§ DIRECTIONS FOR THIS TASK
Below are the records; locate each line with the word "улица" and copy it.

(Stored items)
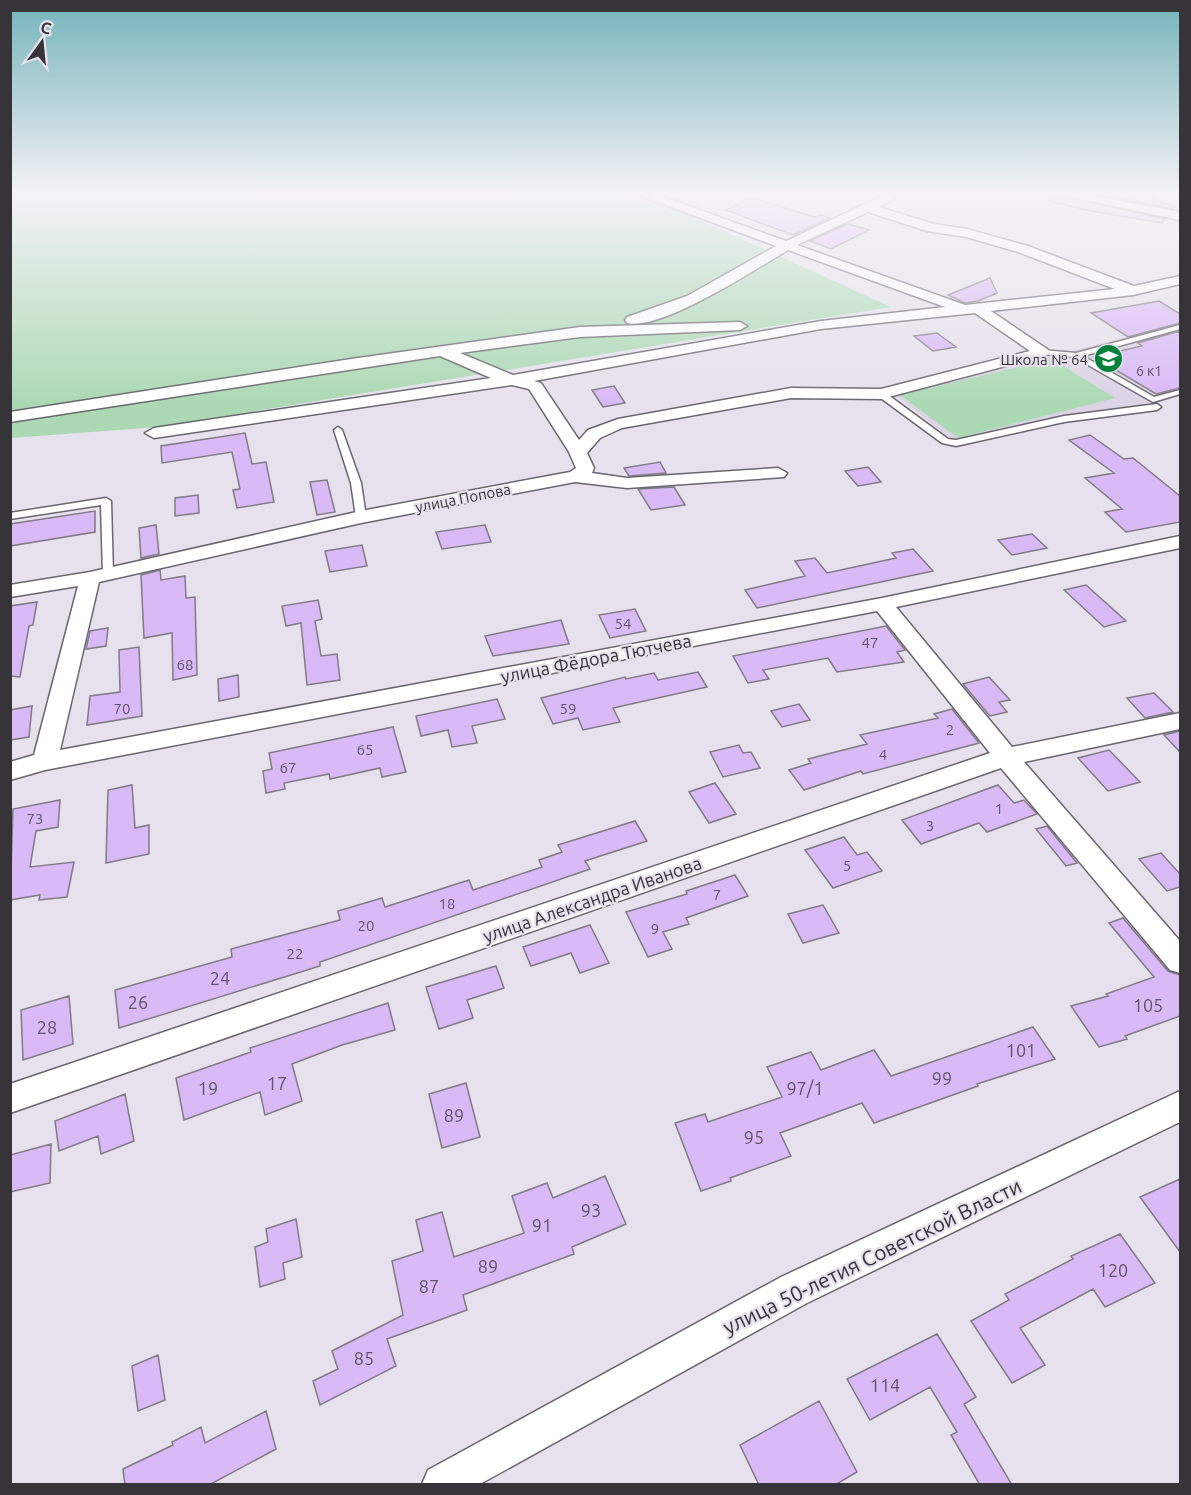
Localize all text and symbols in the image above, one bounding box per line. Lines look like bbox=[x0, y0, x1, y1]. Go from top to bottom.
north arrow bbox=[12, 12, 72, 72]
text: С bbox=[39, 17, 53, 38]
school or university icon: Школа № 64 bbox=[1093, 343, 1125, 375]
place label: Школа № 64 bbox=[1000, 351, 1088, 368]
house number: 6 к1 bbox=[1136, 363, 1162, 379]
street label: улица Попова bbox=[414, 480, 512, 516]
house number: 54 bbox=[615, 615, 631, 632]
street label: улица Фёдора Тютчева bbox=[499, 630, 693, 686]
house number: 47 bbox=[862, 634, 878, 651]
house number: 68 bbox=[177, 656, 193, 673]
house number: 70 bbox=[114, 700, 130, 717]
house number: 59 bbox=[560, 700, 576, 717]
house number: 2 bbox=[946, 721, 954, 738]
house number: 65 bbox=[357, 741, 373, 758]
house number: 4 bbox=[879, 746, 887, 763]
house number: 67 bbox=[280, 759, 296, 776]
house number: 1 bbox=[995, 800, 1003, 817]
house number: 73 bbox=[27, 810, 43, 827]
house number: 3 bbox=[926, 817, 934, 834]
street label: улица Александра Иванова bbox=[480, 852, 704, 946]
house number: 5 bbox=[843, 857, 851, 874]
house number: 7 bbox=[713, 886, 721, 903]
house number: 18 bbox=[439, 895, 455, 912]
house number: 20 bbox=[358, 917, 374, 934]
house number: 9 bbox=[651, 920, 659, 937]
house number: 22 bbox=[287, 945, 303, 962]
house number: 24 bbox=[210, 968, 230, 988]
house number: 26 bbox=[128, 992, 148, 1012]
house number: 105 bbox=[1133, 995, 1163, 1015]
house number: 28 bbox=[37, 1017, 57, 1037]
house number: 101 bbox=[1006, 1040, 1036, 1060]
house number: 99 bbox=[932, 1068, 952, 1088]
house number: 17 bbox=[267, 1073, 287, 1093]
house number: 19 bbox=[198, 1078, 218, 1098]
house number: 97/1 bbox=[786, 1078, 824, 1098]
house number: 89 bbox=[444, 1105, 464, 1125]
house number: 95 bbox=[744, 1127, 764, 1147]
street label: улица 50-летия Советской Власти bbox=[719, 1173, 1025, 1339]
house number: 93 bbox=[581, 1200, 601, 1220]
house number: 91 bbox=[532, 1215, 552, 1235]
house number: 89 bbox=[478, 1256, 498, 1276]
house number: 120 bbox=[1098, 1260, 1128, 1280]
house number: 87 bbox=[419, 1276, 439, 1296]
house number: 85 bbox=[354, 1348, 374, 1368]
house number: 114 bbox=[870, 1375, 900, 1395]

...

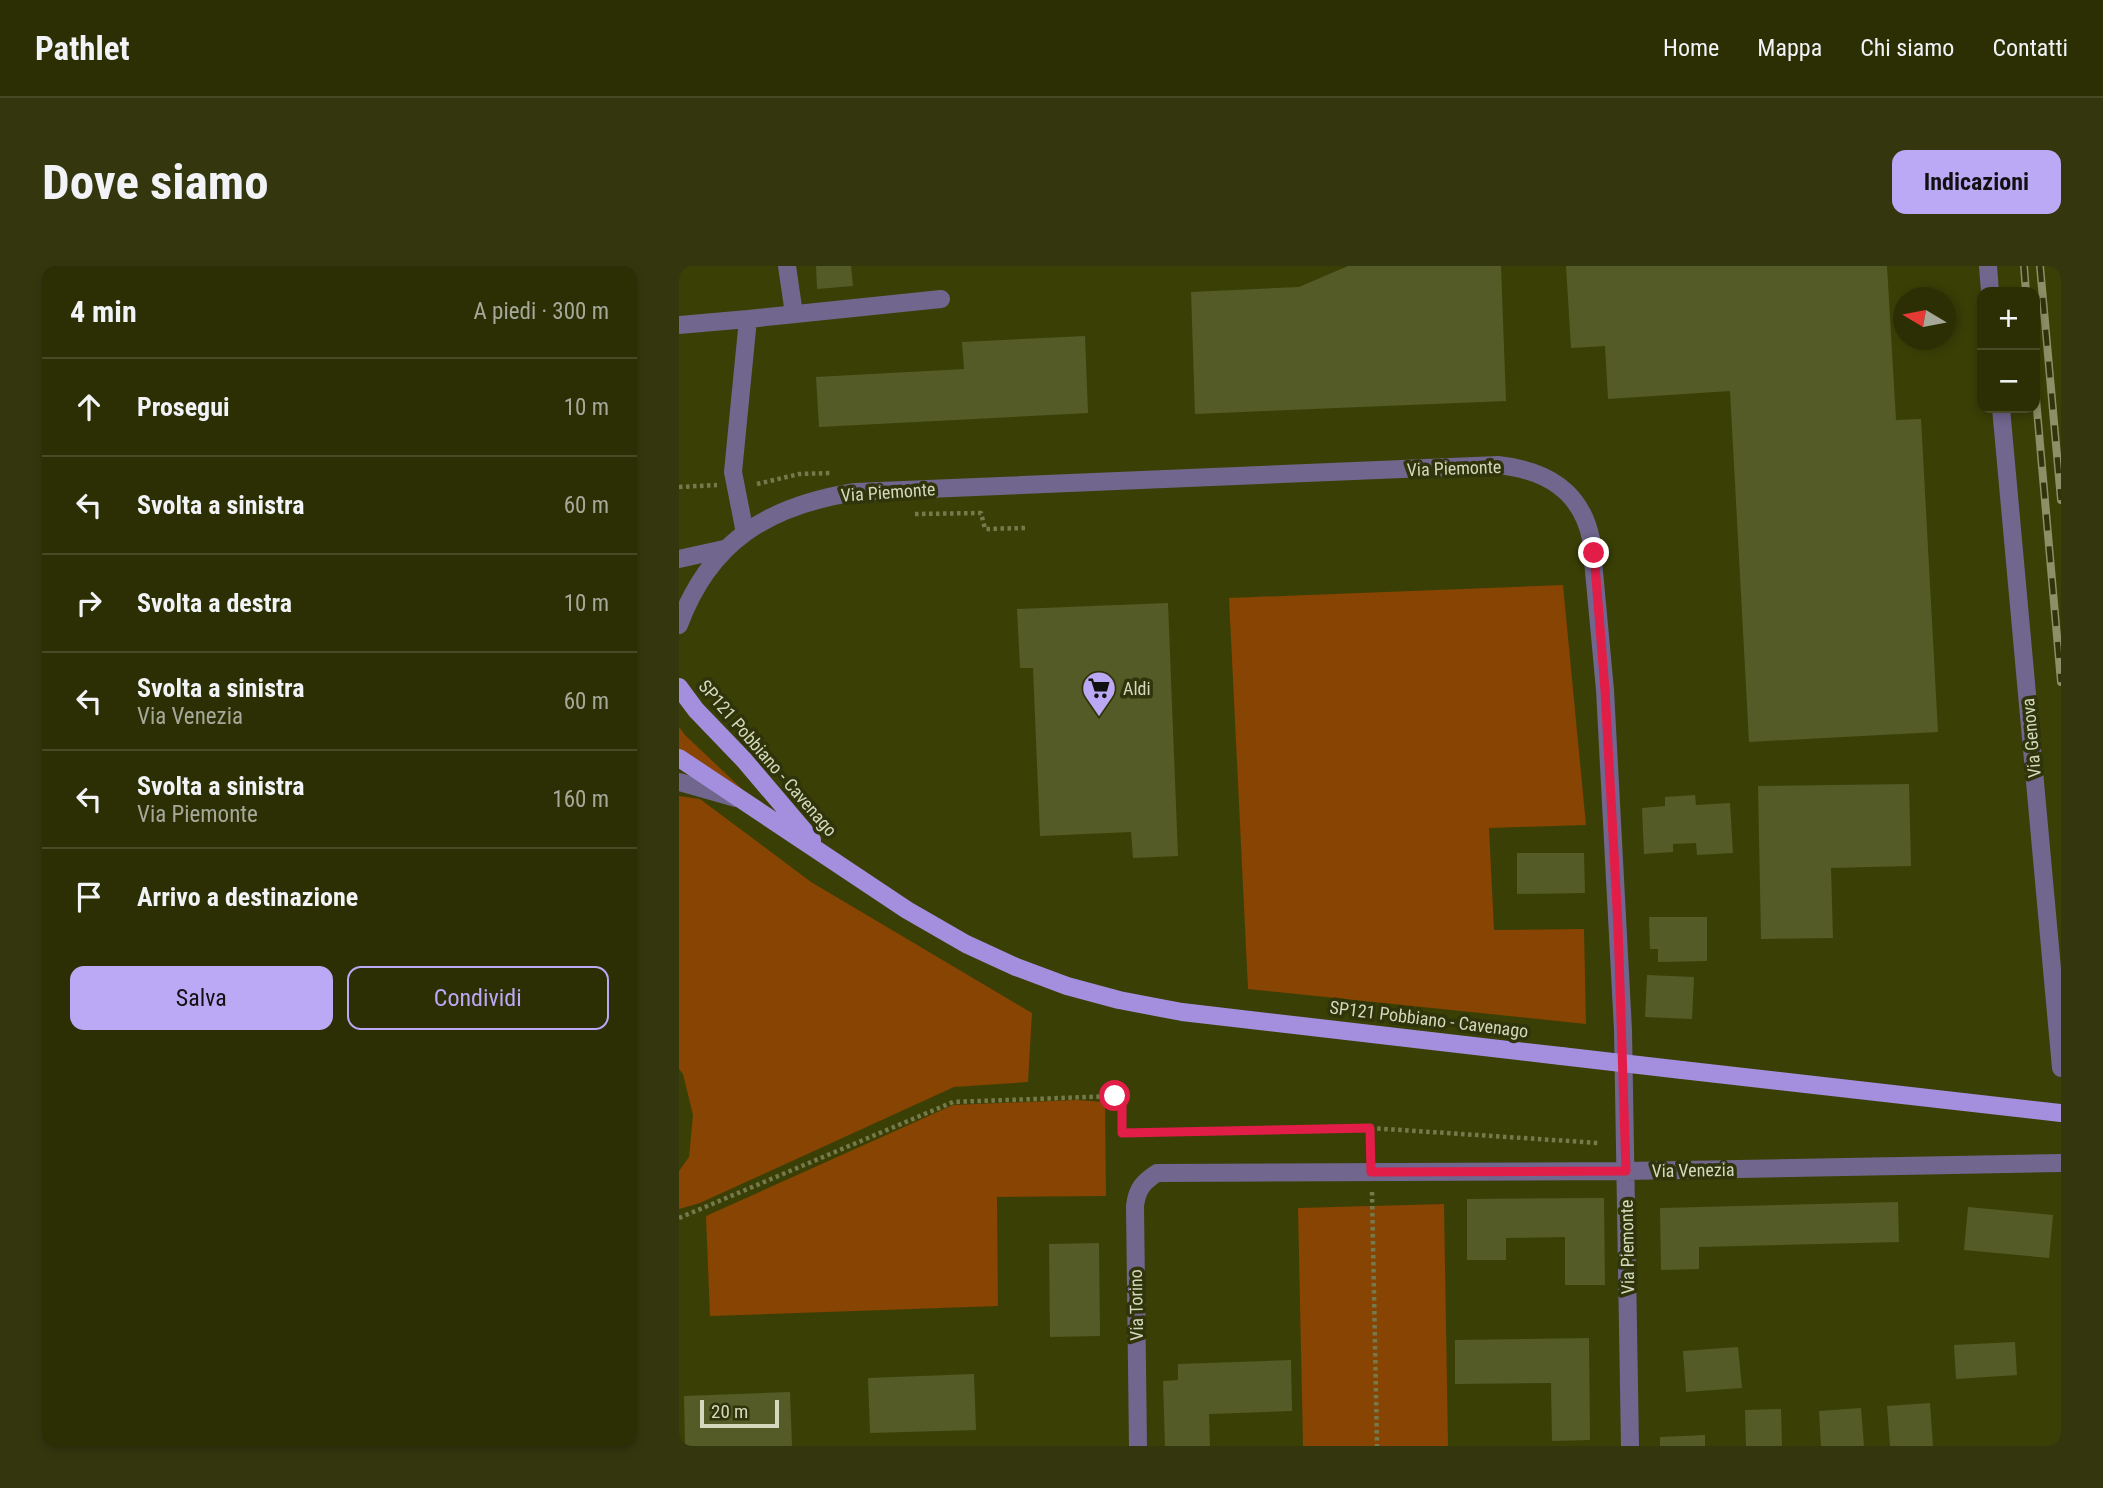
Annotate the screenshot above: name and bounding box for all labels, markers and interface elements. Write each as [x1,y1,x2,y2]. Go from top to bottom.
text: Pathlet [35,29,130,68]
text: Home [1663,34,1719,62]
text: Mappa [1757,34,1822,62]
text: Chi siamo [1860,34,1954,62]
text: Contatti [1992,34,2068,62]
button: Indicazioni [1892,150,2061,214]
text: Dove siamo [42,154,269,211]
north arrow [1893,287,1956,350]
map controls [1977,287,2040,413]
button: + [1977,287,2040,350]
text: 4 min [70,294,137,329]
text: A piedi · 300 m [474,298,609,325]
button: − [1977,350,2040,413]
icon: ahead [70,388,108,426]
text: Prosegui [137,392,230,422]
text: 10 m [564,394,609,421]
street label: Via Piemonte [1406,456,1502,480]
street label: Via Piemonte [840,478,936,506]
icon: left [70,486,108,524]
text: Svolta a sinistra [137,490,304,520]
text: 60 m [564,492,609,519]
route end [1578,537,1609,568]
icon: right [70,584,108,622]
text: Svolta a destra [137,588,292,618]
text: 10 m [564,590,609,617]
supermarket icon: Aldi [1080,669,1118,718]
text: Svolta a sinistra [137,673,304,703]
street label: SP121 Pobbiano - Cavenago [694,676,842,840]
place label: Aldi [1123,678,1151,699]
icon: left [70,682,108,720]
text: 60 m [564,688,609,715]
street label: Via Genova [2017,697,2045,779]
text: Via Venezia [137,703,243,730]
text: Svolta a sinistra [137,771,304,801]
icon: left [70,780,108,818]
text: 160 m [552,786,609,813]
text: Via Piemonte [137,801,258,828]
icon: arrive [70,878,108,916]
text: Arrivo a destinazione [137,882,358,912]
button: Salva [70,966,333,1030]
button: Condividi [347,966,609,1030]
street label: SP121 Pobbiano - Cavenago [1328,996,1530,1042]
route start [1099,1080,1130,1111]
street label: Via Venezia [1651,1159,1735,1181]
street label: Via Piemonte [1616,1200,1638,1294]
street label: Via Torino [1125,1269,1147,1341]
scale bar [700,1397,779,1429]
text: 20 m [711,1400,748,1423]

§ RESPONSE TO THIS TASK
street label: улица Попова bbox=[414, 480, 512, 516]
street label: улица Фёдора Тютчева bbox=[499, 630, 693, 686]
street label: улица Александра Иванова bbox=[480, 852, 704, 946]
street label: улица 50-летия Советской Власти bbox=[719, 1173, 1025, 1339]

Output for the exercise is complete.